Entries supplied Block Start

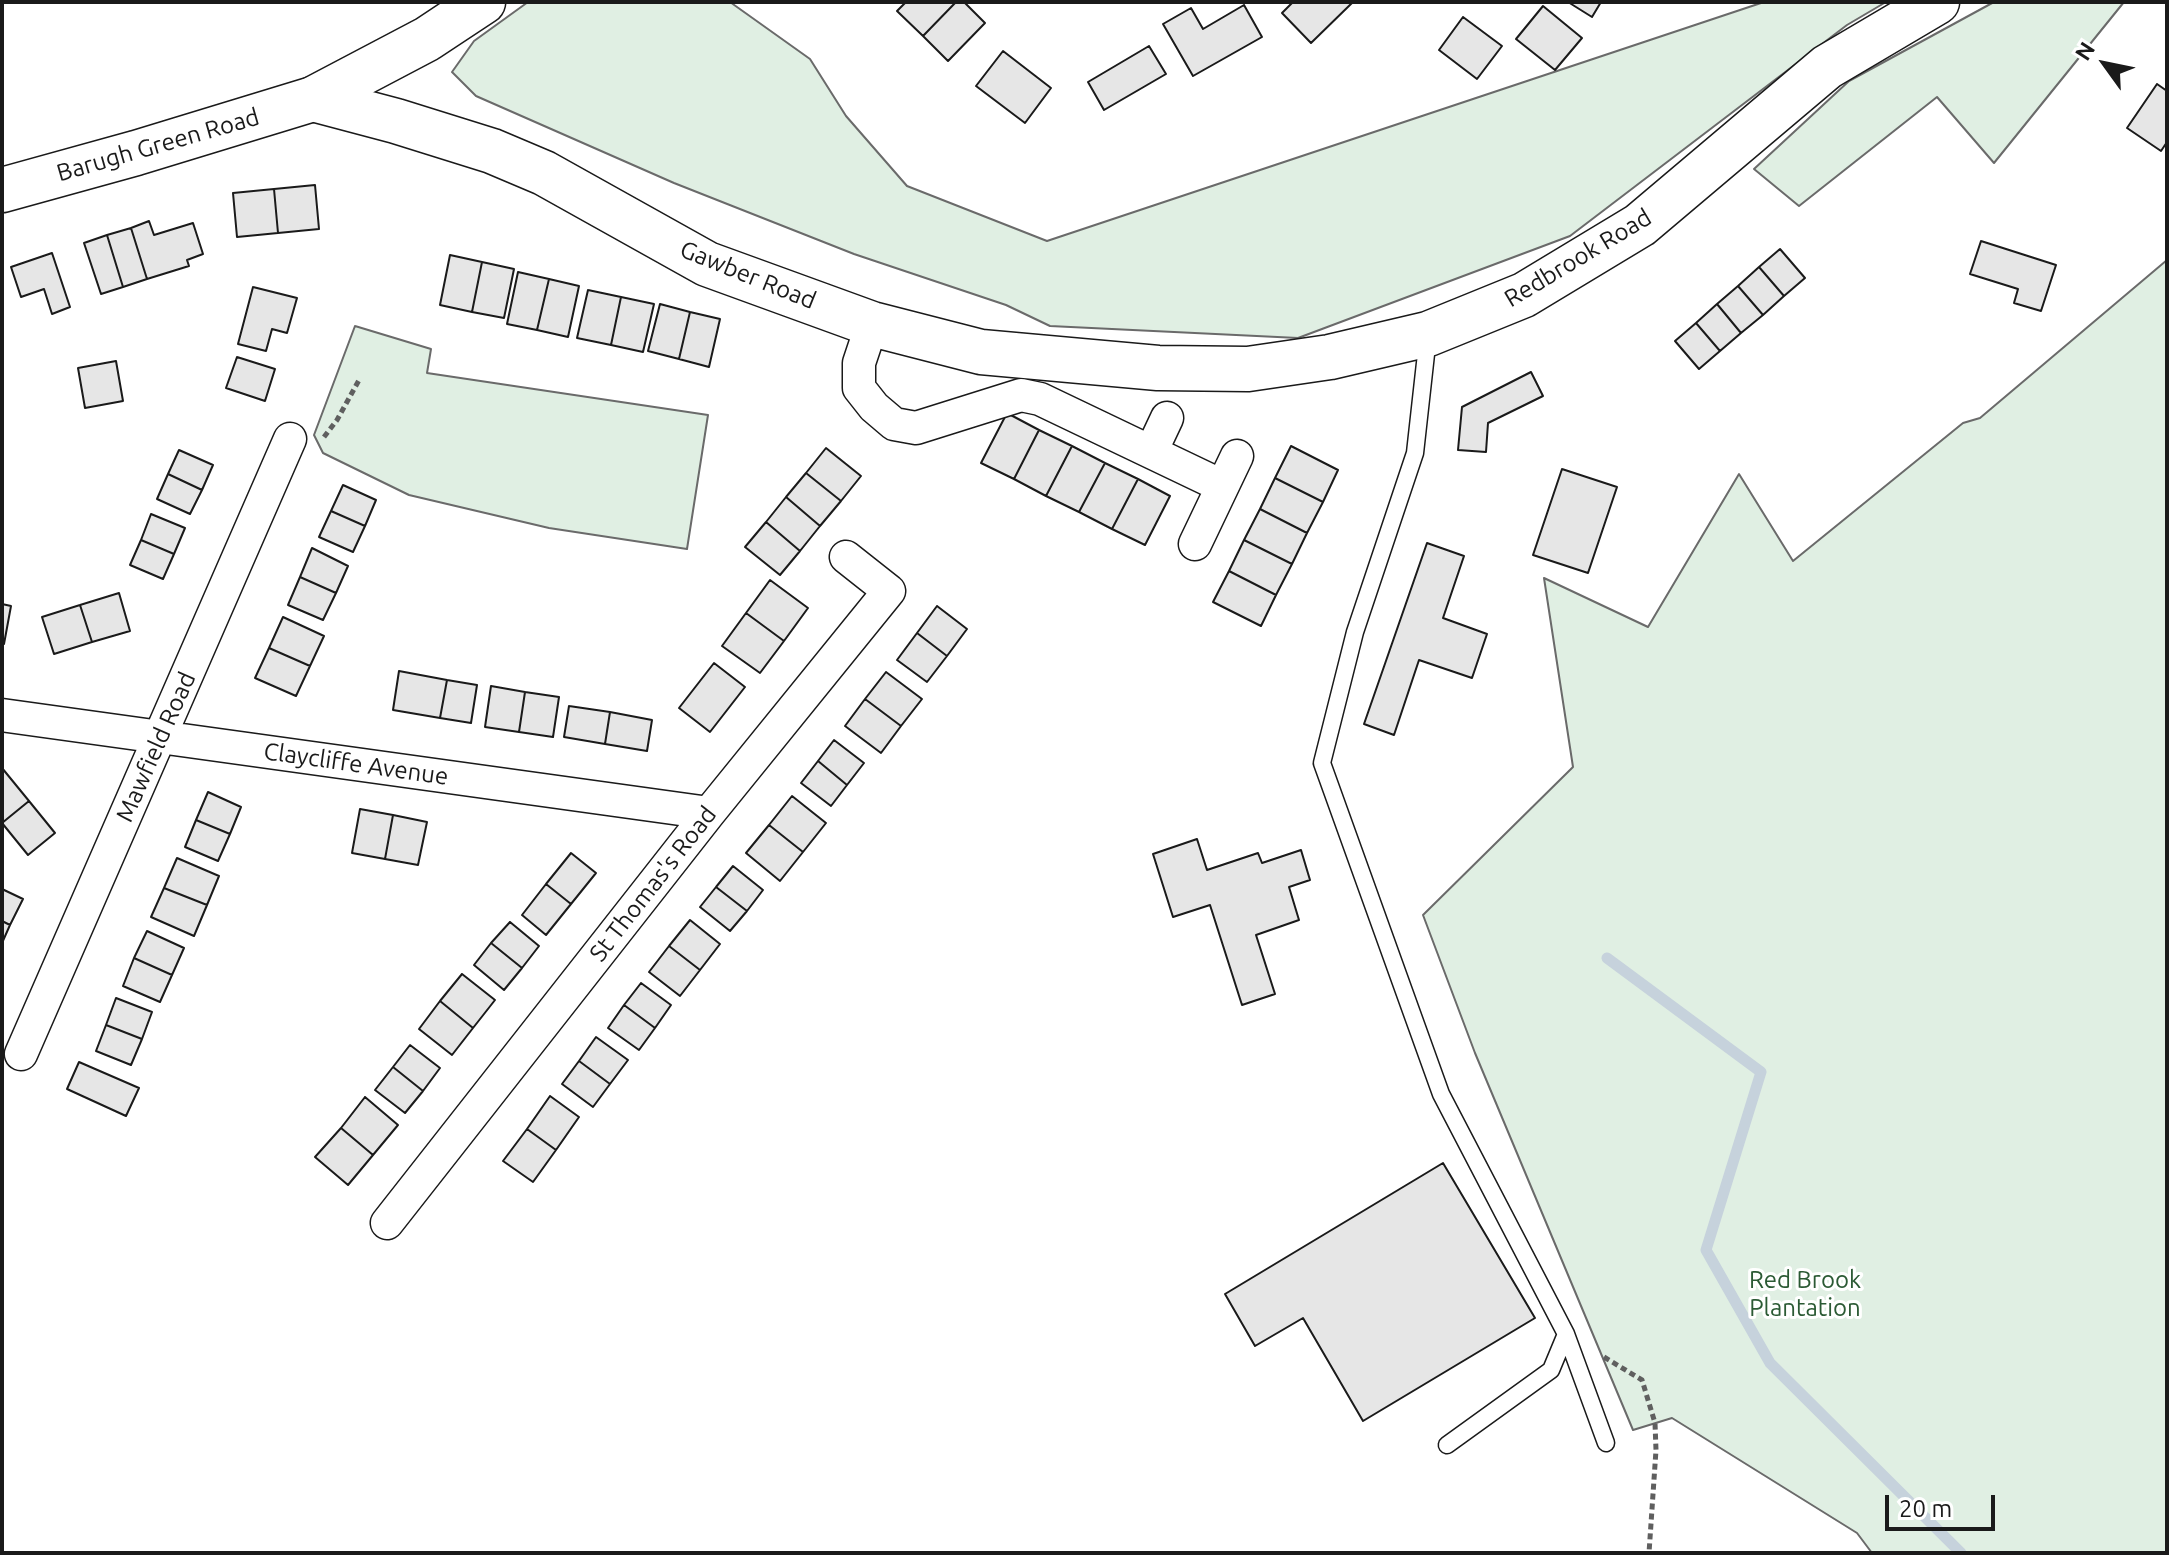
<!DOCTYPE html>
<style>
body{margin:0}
#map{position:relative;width:2169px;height:1555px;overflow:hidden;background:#fff;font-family:Ubuntu,sans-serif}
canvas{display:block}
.frame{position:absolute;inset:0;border:4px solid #1a1a1a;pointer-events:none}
.north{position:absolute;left:2065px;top:24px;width:80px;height:80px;-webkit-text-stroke:6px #fff;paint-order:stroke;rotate:303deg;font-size:22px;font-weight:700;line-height:32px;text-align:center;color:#1a1a1a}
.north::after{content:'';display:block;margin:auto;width:28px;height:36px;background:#1a1a1a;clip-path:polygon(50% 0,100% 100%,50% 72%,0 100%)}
.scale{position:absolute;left:1885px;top:1495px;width:110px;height:36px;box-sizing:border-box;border:4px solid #1a1a1a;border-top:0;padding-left:10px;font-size:24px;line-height:28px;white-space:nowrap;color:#1a1a1a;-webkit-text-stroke:6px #fff;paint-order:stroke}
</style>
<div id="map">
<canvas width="2169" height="1555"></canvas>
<div class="frame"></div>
<div class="north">N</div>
<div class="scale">20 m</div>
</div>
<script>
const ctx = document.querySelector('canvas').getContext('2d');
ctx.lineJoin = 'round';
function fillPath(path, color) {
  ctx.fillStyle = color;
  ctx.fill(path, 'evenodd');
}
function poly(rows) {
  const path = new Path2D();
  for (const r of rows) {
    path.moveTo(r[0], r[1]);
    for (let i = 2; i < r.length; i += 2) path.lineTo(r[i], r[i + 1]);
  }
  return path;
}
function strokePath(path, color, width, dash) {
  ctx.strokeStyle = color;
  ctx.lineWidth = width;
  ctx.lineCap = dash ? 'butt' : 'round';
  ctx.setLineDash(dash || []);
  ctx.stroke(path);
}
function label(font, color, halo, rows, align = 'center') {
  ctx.font = font + ' Ubuntu,sans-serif';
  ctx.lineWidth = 6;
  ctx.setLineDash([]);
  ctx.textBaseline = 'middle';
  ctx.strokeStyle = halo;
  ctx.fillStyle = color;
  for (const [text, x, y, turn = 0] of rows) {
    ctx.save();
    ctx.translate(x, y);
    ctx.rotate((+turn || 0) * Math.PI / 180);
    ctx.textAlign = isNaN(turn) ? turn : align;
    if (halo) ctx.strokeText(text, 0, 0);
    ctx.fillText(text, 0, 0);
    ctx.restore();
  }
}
const green = poly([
 [528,2,730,2,810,59,846,116,907,186,1047,241,1764,2,1886,2,1847,25,1570,236,1298,338,1050,326,1006,305,854,254,674,183,476,96,452,72,474,41,528,2],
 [1994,2,2124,2,1994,163,1937,97,1799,206,1754,169,1849,81,1994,2],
 [2167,260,2167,1553,1872,1553,1857,1533,1672,1418,1633,1430,1475,1053,1423,915,1573,767,1544,578,1648,627,1739,474,1793,561,1963,423,1980,418,2167,260],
 [355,326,431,349,427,373,708,415,687,549,549,528,409,495,323,453,314,435,355,326]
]);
fillPath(green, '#e0efe3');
strokePath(green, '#6a6a6a', 2);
strokePath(poly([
 [1607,958,1761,1072,1706,1250,1770,1363,1961,1553]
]), '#c6d2dc', 11);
const building = poly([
 [906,2,956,2,923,36,897,11,906,2],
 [956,2,964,2,985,23,948,61,923,36,956,2],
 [1293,2,1353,2,1311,43,1282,13,1293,2],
 [1568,2,1601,2,1592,17,1568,2],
 [1244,5,1262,37,1193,76,1163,24,1191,8,1203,29,1244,5],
 [1543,6,1582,38,1555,70,1516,39,1543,6],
 [1463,17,1502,46,1477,79,1439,50,1463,17],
 [1149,46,1166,74,1104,110,1088,82,1149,46],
 [1003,51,1051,88,1025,123,976,86,1003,51],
 [2157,84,2167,91,2167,142,2161,151,2127,128,2157,84],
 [315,185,319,229,278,233,274,189,315,185],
 [274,189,278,233,237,237,233,193,274,189],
 [149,221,154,235,193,223,203,254,187,260,189,266,147,279,131,228,149,221],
 [131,228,147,279,123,287,107,235,131,228],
 [107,235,123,287,101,294,84,243,107,235],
 [1981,241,2056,265,2041,311,2014,303,2018,289,1970,274,1981,241],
 [1780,249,1805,278,1784,296,1759,267,1780,249],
 [52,253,70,307,52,314,44,289,21,297,11,267,52,253],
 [450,255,482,262,472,312,440,305,450,255],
 [482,262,514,269,504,318,472,312,482,262],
 [1759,267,1784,296,1763,315,1738,286,1759,267],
 [518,272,549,279,537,330,507,324,518,272],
 [549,279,579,286,568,337,537,330,549,279],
 [1738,286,1763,315,1741,333,1717,304,1738,286],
 [253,287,297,298,287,333,272,329,266,351,238,344,253,287],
 [588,290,621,297,611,345,577,338,588,290],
 [621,297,654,304,643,352,611,345,621,297],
 [660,304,690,312,679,359,648,351,660,304],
 [1717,304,1741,333,1720,351,1696,323,1717,304],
 [690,312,720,319,709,367,679,359,690,312],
 [1696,323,1720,351,1699,369,1675,341,1696,323],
 [237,357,275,369,265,401,226,388,237,357],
 [116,361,123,401,85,408,78,368,116,361],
 [1531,372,1543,396,1488,423,1486,452,1458,450,1462,407,1531,372],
 [1007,413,1039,430,1014,479,981,463,1007,413],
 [1039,430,1072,446,1046,496,1014,479,1039,430],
 [1072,446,1105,463,1079,512,1046,496,1072,446],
 [1291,446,1338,470,1323,502,1275,478,1291,446],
 [826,448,861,476,841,501,806,473,826,448],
 [179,450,213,465,202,490,168,474,179,450],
 [1105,463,1138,479,1112,529,1079,512,1105,463],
 [1562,469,1617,487,1588,573,1533,555,1562,469],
 [806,473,841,501,820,526,786,497,806,473],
 [168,474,202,490,190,514,157,499,168,474],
 [1275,478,1323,502,1307,533,1260,509,1275,478],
 [1138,479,1170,496,1145,545,1112,529,1138,479],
 [343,485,376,500,365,526,331,511,343,485],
 [786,497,820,526,800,551,766,522,786,497],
 [1260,509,1307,533,1292,564,1244,540,1260,509],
 [331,511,365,526,353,552,319,537,331,511],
 [151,514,185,528,174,554,141,540,151,514],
 [766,522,800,551,780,575,745,547,766,522],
 [141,540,174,554,163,579,130,565,141,540],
 [1244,540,1292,564,1276,595,1229,571,1244,540],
 [1427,543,1464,556,1443,618,1487,634,1472,678,1419,660,1394,735,1364,724,1427,543],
 [312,548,348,566,336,593,300,577,312,548],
 [1229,571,1276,595,1261,626,1213,602,1229,571],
 [300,577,336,593,323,620,288,605,300,577],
 [770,580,808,608,784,641,746,613,770,580],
 [119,593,130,631,92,642,80,605,119,593],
 [2,604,11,606,4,644,2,643,2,604],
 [80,605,92,642,54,654,42,617,80,605],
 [937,606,967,629,947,656,917,633,937,606],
 [746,613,784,641,760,673,722,646,746,613],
 [283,617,324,636,310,666,269,648,283,617],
 [917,633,947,656,927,682,897,660,917,633],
 [269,648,310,666,296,696,255,678,269,648],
 [714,663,745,687,710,732,679,708,714,663],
 [399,671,447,680,440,718,393,710,399,671],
 [886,672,922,699,901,726,865,699,886,672],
 [447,680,477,685,471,723,440,718,447,680],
 [491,686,525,692,519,732,485,727,491,686],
 [525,692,559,697,553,737,519,732,525,692],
 [865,699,901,726,881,753,845,726,865,699],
 [569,706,610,712,605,744,564,737,569,706],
 [610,712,652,720,647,751,605,744,610,712],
 [834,740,864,763,847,785,818,761,834,740],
 [818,761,847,785,831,806,801,783,818,761],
 [2,768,29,801,2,823,2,768],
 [208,792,241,807,230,834,196,820,208,792],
 [792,796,826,823,803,852,769,825,792,796],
 [29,801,55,833,28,855,2,823,29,801],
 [360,809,393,815,385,859,352,853,360,809],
 [393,815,427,822,418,865,385,859,393,815],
 [196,820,230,834,218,861,185,847,196,820],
 [769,825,803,852,780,881,746,853,769,825],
 [1197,839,1207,870,1258,853,1262,863,1301,850,1310,880,1289,887,1299,920,1256,935,1275,994,1242,1005,1210,905,1173,917,1153,854,1197,839],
 [571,853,596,873,571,904,546,884,571,853],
 [177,858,219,876,207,905,164,888,177,858],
 [733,866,763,890,747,911,716,887,733,866],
 [546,884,571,904,546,935,522,915,546,884],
 [716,887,747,911,730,931,700,907,716,887],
 [164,888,207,905,194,936,151,917,164,888],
 [2,889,23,899,10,925,2,921,2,889],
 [690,920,720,944,700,970,669,946,690,920],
 [2,921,10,925,2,943,2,921],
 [510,922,539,946,522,968,491,943,510,922],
 [147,931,184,948,172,975,134,958,147,931],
 [491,943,522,968,504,990,474,965,491,943],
 [669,946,700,970,680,996,649,972,669,946],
 [134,958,172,975,160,1002,123,986,134,958],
 [462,974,495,1000,473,1028,440,1001,462,974],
 [641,983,671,1005,655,1028,624,1005,641,983],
 [116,998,152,1012,142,1039,106,1025,116,998],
 [440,1001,473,1028,452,1055,419,1029,440,1001],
 [624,1005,655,1028,639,1050,608,1028,624,1005],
 [106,1025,142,1039,131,1065,96,1051,106,1025],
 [596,1037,628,1060,610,1084,579,1061,596,1037],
 [410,1045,440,1068,423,1091,393,1067,410,1045],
 [579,1061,610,1084,593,1107,562,1084,579,1061],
 [79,1062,139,1088,126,1116,67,1089,79,1062],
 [393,1067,423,1091,405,1113,375,1090,393,1067],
 [550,1096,579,1117,556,1150,527,1129,550,1096],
 [365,1097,398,1125,373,1155,341,1128,365,1097],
 [341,1128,373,1155,348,1185,315,1157,341,1128],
 [527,1129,556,1150,533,1182,503,1161,527,1129],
 [1443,1163,1535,1318,1363,1421,1303,1318,1255,1346,1225,1294,1443,1163]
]);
fillPath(building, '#e6e6e6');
strokePath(building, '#1a1a1a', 2);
const lane = poly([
 [1428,336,1415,453,1355,632,1322,763,1441,1094,1566,1334,1606,1443],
 [1447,1445,1551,1370,1566,1334]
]);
const street = poly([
 [872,324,859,363,859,388,874,407,894,424,916,428,1021,395,1040,399,1222,486],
 [1151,452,1167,418],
 [1195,544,1237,456],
 [2,715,709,813],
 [21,1054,290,439],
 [387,1223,709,813,889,591,846,557]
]);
const secondary = poly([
 [313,99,396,121,492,151,544,173,707,264,872,324,981,352,1158,368,1248,369,1330,357,1428,334,1524,295,1640,225,1827,67,1937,2]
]);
const highway = poly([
 [2,190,136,153,313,99,427,39,483,2]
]);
strokePath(lane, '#1a1a1a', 19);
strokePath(street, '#1a1a1a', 35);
strokePath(secondary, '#1a1a1a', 47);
strokePath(highway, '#1a1a1a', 47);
strokePath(poly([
 [324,437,337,420,359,380],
 [1604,1357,1642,1380,1655,1423,1656,1450,1649,1553]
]), '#5f5f5f', 5, [6, 4]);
strokePath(lane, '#fff', 16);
strokePath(street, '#fff', 32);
strokePath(secondary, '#fff', 44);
strokePath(highway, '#fff', 44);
label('24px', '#1a1a1a', '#fff', [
 ["Barugh Green Road",158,145,-16],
 ["Redbrook Road",1578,258,-31],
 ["Gawber Road",748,275,22],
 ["Mawfield Road",156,747,-66],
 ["Claycliffe Avenue",356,764,8],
 ["St Thomas's Road",653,884,-52]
]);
label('24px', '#2b5a34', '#fff', [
 ["Red Brook",1805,1280],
 ["Plantation",1805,1308]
]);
</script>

Entries supplied Block End

- [What you need to do]
Give back the records above exactly, limited to the lines between the one holding "ctx.setLineDash(dash || []);" and the one holding "ctx.strokeStyle = halo;", inclusive.

- [Response for this exercise]
  ctx.setLineDash(dash || []);
  ctx.stroke(path);
}
function label(font, color, halo, rows, align = 'center') {
  ctx.font = font + ' Ubuntu,sans-serif';
  ctx.lineWidth = 6;
  ctx.setLineDash([]);
  ctx.textBaseline = 'middle';
  ctx.strokeStyle = halo;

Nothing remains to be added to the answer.